Work instruction
Give the number of lines in the material below that include "Keep", and write nothing else.

(Records for the exercise begins)

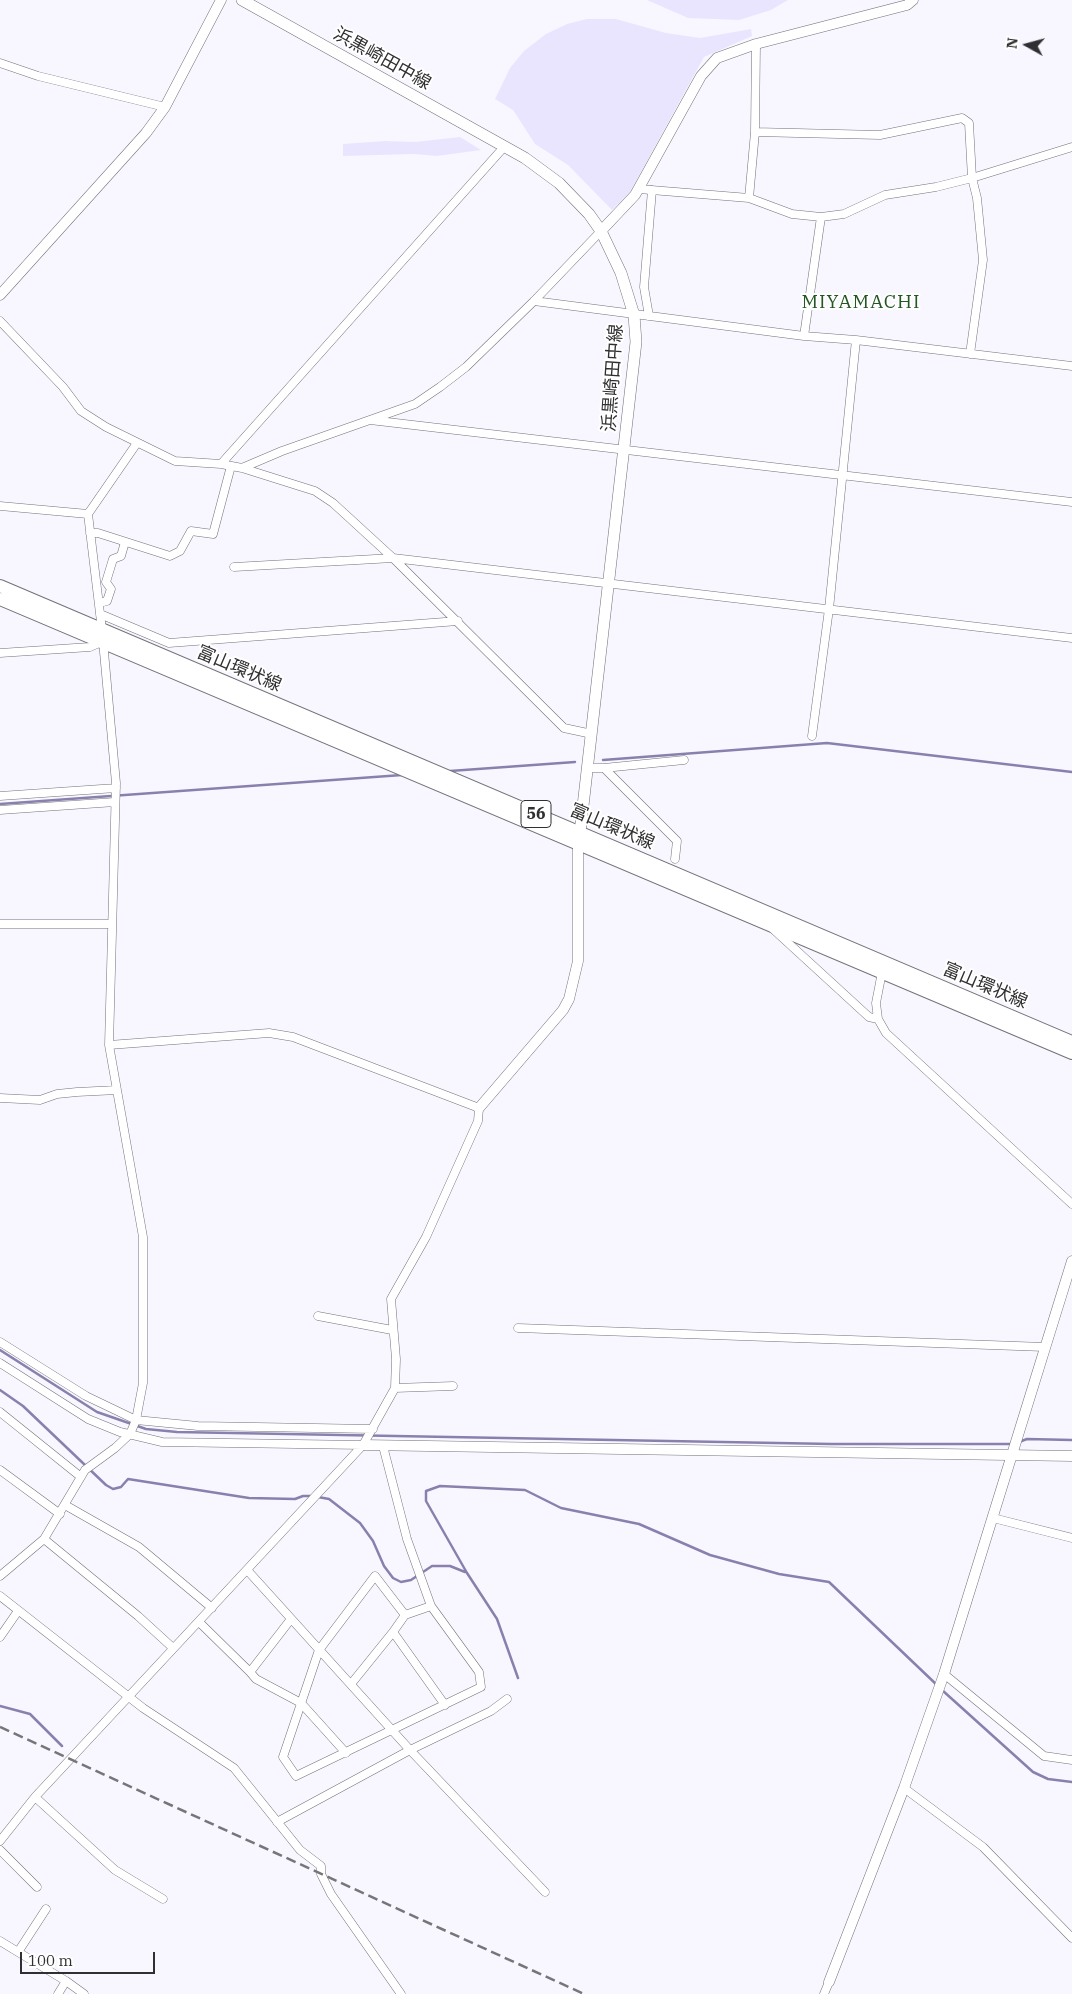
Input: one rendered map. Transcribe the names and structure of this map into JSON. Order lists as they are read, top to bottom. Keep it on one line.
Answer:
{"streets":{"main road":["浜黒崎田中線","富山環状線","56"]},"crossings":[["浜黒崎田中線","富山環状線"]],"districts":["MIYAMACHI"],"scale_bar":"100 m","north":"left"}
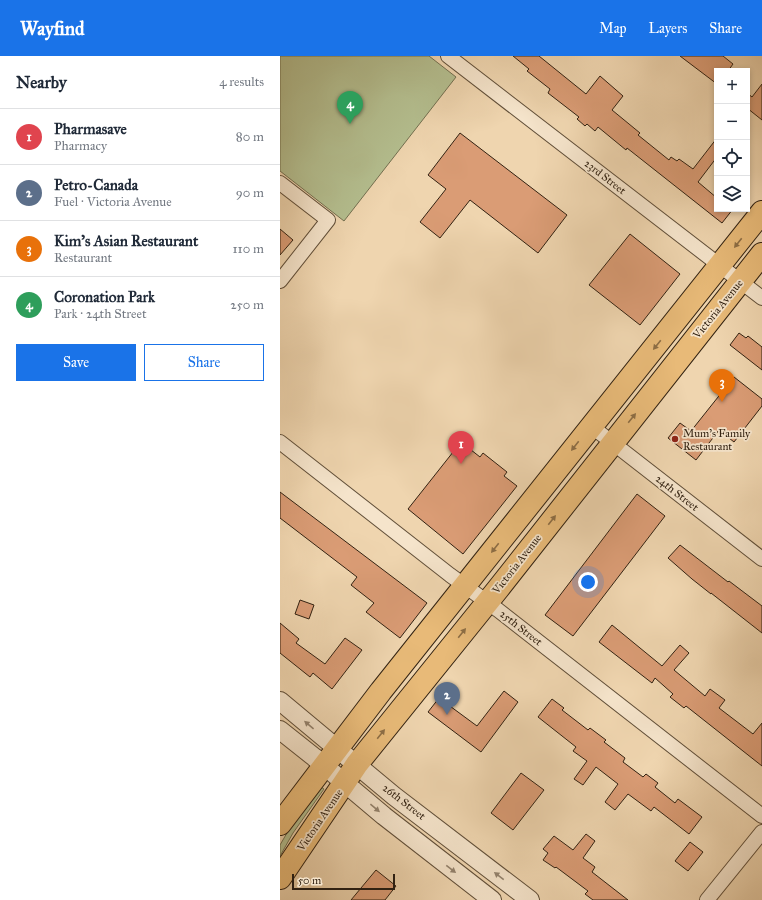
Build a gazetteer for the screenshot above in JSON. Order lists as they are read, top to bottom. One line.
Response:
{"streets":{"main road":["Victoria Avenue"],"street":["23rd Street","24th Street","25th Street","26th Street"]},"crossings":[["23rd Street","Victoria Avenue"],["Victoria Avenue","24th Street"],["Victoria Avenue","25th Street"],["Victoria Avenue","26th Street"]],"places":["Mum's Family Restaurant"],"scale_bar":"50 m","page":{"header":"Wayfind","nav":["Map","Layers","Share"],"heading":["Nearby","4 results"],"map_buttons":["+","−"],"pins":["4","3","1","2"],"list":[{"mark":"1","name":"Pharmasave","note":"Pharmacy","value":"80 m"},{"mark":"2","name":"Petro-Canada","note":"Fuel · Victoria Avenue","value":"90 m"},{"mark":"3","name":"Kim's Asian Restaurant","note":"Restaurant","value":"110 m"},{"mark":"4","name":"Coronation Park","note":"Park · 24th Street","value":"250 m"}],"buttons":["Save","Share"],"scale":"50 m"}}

(Records for the exercise ends)
(Records for the exercise begins)

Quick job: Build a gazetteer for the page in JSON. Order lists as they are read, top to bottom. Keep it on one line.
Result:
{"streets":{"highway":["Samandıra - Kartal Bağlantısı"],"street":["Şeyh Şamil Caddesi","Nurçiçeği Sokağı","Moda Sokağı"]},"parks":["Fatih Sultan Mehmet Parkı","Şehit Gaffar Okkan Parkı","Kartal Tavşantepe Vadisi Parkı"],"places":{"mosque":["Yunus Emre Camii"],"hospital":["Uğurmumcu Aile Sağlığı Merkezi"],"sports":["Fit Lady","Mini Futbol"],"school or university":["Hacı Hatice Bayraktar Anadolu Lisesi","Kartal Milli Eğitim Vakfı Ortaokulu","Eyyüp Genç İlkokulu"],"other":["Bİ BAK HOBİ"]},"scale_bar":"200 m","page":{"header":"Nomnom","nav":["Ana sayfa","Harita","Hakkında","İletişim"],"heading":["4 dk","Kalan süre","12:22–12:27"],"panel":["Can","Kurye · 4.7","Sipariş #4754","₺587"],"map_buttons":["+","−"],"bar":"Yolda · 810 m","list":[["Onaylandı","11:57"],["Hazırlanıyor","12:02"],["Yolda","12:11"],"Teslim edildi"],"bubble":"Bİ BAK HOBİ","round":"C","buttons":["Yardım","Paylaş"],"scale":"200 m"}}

(Records for the exercise ends)
(Records for the exercise begins)

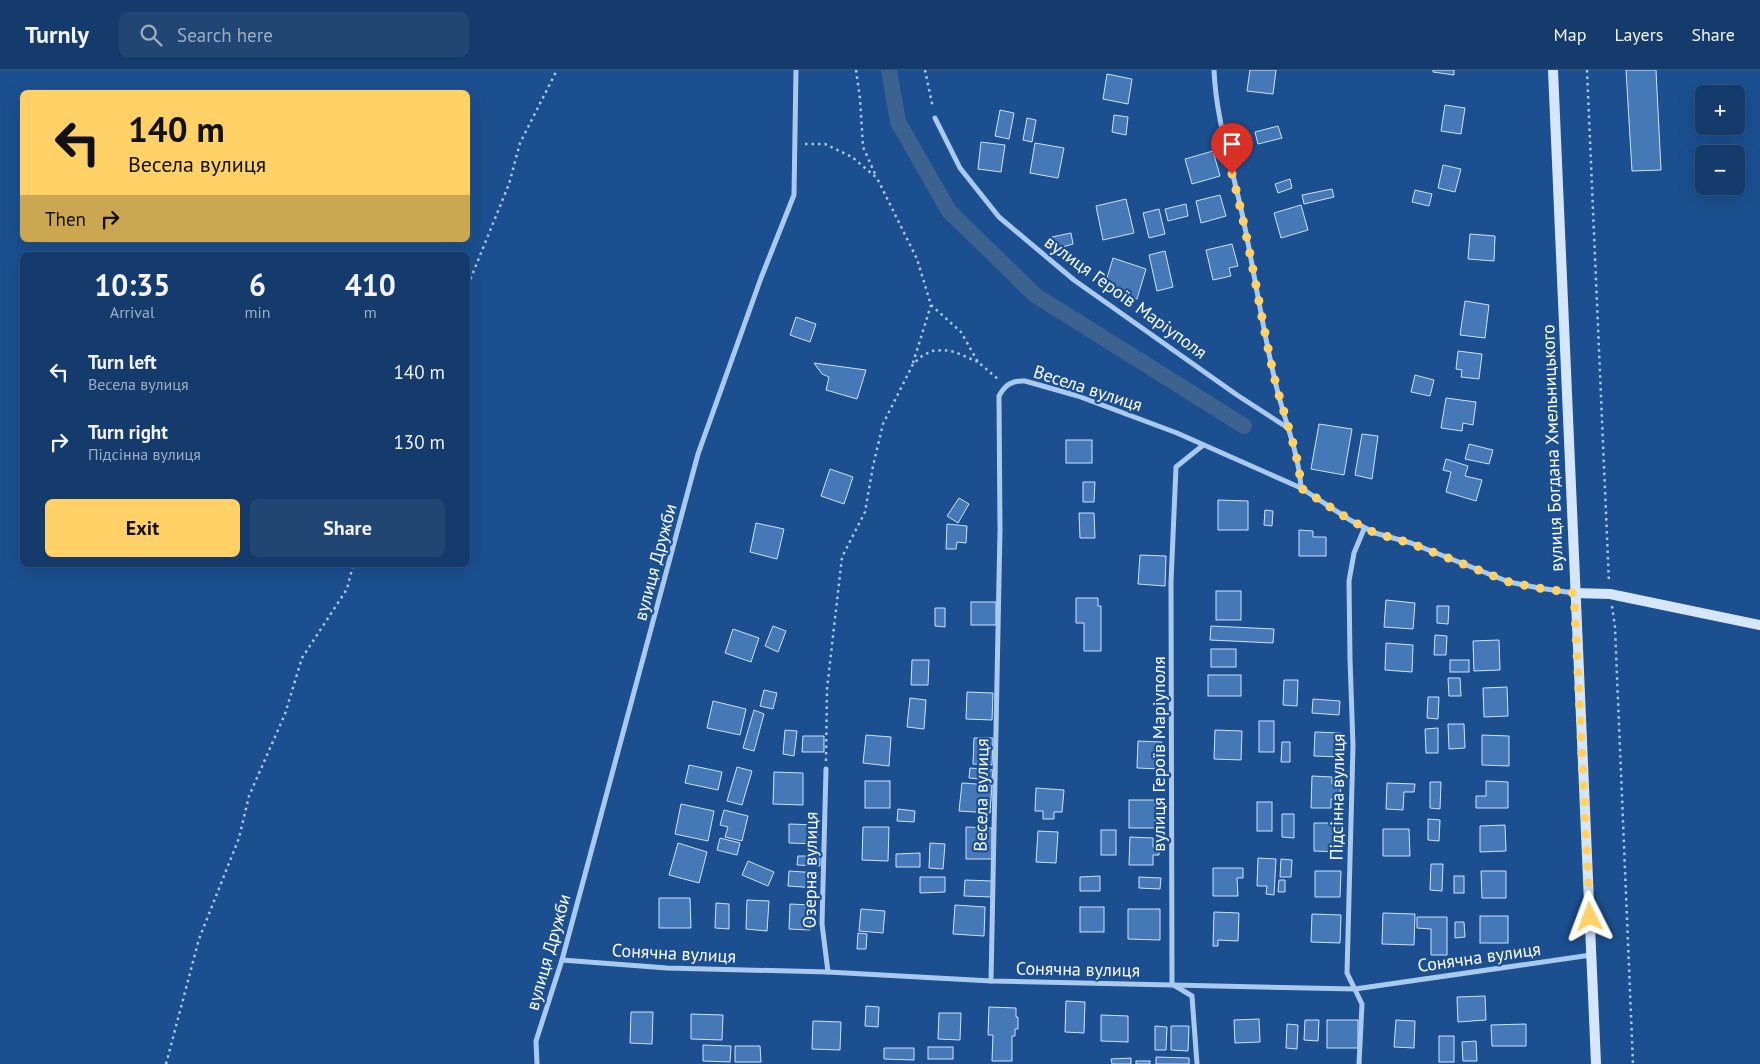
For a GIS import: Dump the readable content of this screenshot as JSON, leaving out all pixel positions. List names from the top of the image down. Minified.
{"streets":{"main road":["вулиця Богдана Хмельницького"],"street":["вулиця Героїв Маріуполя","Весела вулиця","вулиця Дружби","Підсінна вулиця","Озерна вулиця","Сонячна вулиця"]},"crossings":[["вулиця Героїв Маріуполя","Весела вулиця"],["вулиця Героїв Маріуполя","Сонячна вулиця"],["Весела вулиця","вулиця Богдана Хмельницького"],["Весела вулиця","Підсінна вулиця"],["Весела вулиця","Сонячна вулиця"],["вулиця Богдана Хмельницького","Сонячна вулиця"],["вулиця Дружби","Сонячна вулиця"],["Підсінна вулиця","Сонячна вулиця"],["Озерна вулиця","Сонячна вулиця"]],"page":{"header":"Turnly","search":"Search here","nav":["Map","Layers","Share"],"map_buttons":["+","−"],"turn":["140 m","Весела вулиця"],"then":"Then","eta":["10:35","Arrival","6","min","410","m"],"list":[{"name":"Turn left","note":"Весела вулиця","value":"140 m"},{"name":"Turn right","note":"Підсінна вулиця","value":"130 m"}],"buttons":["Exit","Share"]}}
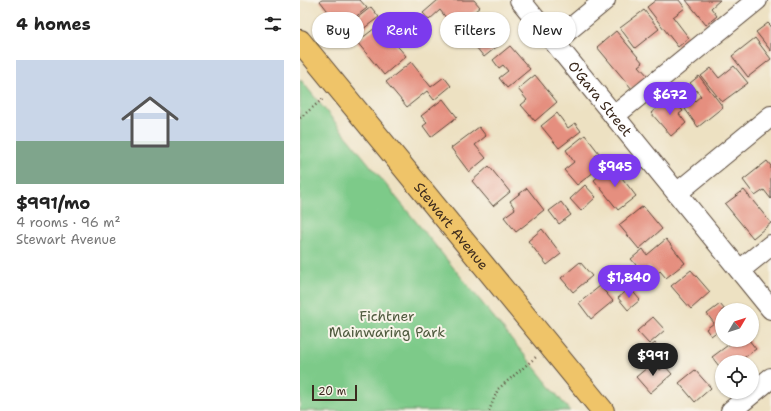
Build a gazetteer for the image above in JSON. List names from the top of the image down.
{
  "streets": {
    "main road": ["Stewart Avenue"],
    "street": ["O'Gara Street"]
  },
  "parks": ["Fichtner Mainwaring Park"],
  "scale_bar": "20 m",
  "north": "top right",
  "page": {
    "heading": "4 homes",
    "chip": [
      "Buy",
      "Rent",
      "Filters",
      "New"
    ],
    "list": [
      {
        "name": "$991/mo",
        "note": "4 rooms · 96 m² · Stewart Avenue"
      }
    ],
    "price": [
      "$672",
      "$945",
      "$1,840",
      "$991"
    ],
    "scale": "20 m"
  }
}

(Records for the exercise ends)

Result of the exercise
2